Dolores en invierno: por qué aumentan y 5 claves para enfrentarlos

Las bajas temperaturas acrecientan las posibilidades de ciertos dolores que, en muchos casos, son crónicos y dañan la calidad de vida de las personas.

Con la llegada de los meses de invierno, las bajas temperaturas y la humedad ambiental no solo impactan en las enfermedades respiratorias, sino que también se convierten en los principales enemigos de los músculos y las articulaciones.

Según los especialistas, las condiciones climáticas de esta temporada aumentan la tensión muscular y favorecen la aparición de contracturas, lo que se traduce en un incremento de dolores corporales, articulares y de cabeza.

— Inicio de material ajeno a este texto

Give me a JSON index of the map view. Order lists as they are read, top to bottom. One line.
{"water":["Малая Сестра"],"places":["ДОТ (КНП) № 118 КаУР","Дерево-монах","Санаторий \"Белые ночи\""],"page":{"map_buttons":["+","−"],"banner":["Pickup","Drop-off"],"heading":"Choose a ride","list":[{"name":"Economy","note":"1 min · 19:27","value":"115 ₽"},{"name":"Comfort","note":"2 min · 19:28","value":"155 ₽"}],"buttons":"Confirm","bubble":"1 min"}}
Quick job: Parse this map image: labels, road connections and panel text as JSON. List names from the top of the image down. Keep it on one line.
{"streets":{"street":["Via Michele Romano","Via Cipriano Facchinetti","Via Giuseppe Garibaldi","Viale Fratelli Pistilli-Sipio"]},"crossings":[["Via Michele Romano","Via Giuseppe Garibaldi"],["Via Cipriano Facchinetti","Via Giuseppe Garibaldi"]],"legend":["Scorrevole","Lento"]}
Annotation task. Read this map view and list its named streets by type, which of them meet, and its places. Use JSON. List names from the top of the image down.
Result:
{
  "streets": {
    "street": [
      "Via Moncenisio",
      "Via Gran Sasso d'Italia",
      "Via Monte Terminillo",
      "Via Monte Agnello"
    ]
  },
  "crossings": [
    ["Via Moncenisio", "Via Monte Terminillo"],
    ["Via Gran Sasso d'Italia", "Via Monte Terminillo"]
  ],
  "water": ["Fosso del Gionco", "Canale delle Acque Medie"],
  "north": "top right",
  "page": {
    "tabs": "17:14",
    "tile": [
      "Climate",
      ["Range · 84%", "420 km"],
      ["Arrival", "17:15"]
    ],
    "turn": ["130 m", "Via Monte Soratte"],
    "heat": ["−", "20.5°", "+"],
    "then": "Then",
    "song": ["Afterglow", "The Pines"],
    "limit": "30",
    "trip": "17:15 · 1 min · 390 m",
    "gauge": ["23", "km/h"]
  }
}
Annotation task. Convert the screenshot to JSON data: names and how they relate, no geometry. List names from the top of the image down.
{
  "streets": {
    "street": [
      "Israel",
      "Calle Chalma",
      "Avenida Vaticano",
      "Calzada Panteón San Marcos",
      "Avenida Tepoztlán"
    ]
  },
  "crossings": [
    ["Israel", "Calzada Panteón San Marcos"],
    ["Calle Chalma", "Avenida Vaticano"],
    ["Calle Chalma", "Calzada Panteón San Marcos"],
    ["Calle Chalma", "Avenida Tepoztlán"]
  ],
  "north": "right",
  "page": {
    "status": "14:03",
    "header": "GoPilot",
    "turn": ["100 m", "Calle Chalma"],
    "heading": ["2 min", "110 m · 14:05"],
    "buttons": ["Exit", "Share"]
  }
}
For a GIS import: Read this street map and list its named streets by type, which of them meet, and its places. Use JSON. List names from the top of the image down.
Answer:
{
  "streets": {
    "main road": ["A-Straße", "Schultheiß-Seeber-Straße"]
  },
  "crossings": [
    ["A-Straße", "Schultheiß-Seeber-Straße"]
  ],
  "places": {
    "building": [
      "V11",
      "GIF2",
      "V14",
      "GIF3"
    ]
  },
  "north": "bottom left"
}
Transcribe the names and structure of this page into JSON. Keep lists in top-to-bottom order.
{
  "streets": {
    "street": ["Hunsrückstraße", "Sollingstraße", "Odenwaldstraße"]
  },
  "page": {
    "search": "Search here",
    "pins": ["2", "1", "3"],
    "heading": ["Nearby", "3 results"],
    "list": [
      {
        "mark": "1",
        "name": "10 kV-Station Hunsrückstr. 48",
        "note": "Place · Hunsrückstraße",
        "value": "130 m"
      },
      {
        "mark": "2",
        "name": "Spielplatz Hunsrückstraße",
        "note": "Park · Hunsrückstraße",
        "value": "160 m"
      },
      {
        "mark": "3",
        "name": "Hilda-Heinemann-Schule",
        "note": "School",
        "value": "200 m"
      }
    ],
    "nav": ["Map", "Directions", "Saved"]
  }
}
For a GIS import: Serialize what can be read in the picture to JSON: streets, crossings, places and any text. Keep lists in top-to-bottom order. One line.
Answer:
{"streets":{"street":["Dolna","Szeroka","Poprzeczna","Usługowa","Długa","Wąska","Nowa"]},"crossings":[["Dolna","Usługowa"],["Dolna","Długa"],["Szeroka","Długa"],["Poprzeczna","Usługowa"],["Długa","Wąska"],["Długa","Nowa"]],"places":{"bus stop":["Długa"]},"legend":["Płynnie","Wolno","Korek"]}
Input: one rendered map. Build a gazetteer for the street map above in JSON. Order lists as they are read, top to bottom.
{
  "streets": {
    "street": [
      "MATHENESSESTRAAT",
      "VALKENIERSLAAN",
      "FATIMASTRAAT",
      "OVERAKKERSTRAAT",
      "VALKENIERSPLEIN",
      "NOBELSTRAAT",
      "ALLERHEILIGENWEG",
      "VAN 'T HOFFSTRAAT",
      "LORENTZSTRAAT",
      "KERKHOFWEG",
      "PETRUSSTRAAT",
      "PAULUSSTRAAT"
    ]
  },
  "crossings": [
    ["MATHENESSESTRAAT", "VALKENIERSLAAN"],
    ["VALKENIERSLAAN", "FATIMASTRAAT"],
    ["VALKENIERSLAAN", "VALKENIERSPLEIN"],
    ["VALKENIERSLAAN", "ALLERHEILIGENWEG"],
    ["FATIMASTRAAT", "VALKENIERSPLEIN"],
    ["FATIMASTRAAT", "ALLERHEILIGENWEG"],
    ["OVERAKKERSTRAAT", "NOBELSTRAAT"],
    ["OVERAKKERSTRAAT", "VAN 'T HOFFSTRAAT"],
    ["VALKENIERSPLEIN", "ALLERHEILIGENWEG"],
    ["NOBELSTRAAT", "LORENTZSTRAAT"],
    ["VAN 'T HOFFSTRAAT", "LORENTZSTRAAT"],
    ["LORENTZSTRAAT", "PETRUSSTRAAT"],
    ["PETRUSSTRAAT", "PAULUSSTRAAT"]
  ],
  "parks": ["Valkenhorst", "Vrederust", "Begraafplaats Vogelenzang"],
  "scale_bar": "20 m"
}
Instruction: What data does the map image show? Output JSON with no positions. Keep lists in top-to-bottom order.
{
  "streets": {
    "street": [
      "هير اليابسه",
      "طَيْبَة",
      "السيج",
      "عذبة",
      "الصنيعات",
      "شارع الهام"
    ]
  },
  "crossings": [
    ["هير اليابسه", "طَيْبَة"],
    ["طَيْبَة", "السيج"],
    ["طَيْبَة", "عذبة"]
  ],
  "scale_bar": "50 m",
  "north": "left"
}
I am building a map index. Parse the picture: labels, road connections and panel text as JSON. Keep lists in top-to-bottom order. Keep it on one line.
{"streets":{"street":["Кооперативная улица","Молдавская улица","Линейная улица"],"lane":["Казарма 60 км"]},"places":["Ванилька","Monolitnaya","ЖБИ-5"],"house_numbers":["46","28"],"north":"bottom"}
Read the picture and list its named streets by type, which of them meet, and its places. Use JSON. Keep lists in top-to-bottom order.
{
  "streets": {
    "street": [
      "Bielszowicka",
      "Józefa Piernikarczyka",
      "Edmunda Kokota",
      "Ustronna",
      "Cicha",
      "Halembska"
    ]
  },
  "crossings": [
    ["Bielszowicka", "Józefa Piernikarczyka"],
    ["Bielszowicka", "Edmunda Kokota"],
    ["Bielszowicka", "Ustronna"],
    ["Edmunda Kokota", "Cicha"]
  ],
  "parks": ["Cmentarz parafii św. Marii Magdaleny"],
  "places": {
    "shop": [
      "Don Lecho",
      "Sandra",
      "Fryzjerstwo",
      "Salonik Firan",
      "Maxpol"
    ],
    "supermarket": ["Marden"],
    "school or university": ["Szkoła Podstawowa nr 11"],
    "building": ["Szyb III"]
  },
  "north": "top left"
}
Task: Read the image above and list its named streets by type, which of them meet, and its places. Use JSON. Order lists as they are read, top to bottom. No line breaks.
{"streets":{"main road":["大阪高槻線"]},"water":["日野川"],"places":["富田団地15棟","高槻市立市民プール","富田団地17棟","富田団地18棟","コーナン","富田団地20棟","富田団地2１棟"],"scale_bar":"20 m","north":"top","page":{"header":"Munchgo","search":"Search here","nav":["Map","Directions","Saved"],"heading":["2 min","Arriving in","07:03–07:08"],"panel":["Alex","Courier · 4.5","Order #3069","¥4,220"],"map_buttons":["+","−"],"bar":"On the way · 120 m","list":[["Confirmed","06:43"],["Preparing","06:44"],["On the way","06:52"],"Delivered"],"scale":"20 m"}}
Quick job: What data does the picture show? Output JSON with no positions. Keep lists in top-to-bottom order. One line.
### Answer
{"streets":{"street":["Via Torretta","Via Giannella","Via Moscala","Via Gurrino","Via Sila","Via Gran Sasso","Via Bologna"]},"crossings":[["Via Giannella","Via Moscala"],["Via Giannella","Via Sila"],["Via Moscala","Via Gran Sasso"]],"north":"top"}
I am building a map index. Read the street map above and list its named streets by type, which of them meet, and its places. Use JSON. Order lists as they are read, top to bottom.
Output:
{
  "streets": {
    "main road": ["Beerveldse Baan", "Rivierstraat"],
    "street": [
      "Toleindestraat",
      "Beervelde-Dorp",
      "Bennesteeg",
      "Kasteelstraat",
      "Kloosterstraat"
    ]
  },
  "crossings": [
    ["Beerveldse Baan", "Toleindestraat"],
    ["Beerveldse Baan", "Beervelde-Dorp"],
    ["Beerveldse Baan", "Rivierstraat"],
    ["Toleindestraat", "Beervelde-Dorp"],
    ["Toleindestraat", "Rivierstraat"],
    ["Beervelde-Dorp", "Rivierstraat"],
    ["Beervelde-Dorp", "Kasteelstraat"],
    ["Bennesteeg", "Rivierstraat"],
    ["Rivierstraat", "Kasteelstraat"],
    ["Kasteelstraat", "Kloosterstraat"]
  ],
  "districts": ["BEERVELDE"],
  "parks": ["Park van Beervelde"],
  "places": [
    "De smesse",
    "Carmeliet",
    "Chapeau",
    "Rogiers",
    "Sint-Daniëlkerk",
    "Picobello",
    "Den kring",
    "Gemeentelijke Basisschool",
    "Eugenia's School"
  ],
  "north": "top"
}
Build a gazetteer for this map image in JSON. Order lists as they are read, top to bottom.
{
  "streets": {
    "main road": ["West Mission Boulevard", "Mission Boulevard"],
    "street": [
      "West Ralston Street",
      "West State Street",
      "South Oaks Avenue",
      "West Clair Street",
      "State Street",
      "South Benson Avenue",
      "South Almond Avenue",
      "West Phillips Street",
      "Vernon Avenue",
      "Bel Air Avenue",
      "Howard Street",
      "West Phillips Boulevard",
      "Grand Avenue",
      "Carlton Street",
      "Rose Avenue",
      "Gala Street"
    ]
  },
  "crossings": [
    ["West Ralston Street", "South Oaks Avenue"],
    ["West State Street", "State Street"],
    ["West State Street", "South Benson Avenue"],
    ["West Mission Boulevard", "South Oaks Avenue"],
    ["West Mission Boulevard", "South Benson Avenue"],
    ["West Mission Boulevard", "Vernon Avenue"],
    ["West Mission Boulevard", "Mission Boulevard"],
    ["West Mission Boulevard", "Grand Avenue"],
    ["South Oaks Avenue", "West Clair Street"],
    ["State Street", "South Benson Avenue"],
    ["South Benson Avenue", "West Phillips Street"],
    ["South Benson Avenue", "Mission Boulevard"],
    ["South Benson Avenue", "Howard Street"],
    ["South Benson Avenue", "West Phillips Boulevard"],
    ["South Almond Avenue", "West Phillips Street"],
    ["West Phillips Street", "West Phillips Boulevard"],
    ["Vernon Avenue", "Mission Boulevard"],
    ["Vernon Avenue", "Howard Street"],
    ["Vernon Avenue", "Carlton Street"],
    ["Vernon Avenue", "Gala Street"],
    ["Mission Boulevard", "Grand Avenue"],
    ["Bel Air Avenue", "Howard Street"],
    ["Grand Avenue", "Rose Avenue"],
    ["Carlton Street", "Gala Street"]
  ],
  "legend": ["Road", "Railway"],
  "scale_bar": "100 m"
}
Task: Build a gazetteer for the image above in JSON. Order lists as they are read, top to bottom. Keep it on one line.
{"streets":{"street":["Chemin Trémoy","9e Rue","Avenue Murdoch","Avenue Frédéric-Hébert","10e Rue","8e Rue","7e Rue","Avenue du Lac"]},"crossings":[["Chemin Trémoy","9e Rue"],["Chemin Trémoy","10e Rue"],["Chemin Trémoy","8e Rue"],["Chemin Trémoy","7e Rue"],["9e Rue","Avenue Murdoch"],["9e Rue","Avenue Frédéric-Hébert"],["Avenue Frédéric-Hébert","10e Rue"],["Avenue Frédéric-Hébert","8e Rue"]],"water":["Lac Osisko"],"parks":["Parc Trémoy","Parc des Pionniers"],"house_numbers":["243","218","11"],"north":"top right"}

A pesar de que el dolor suele asociarse a lesiones graves, la realidad es que se manifiesta frecuentemente en situaciones cotidianas: molestias tras realizar un esfuerzo físico, cargar peso, mantener malas posturas en el trabajo, rigidez articular al levantarse o cefaleas vinculadas al estrés y al uso prolongado de pantallas.

La falta de atención a estas alertas del cuerpo preocupa a la comunidad médica. De acuerdo con los datos de la Radiografía del Dolor en Chile ACHS-UC, el 26,2% de los adultos en el país vive con dolor crónico. Esto significa que una de cada cuatro personas padece esta condición, cifra alarmante que podría reducirse ampliamente mediante la prevención y el tratamiento temprano.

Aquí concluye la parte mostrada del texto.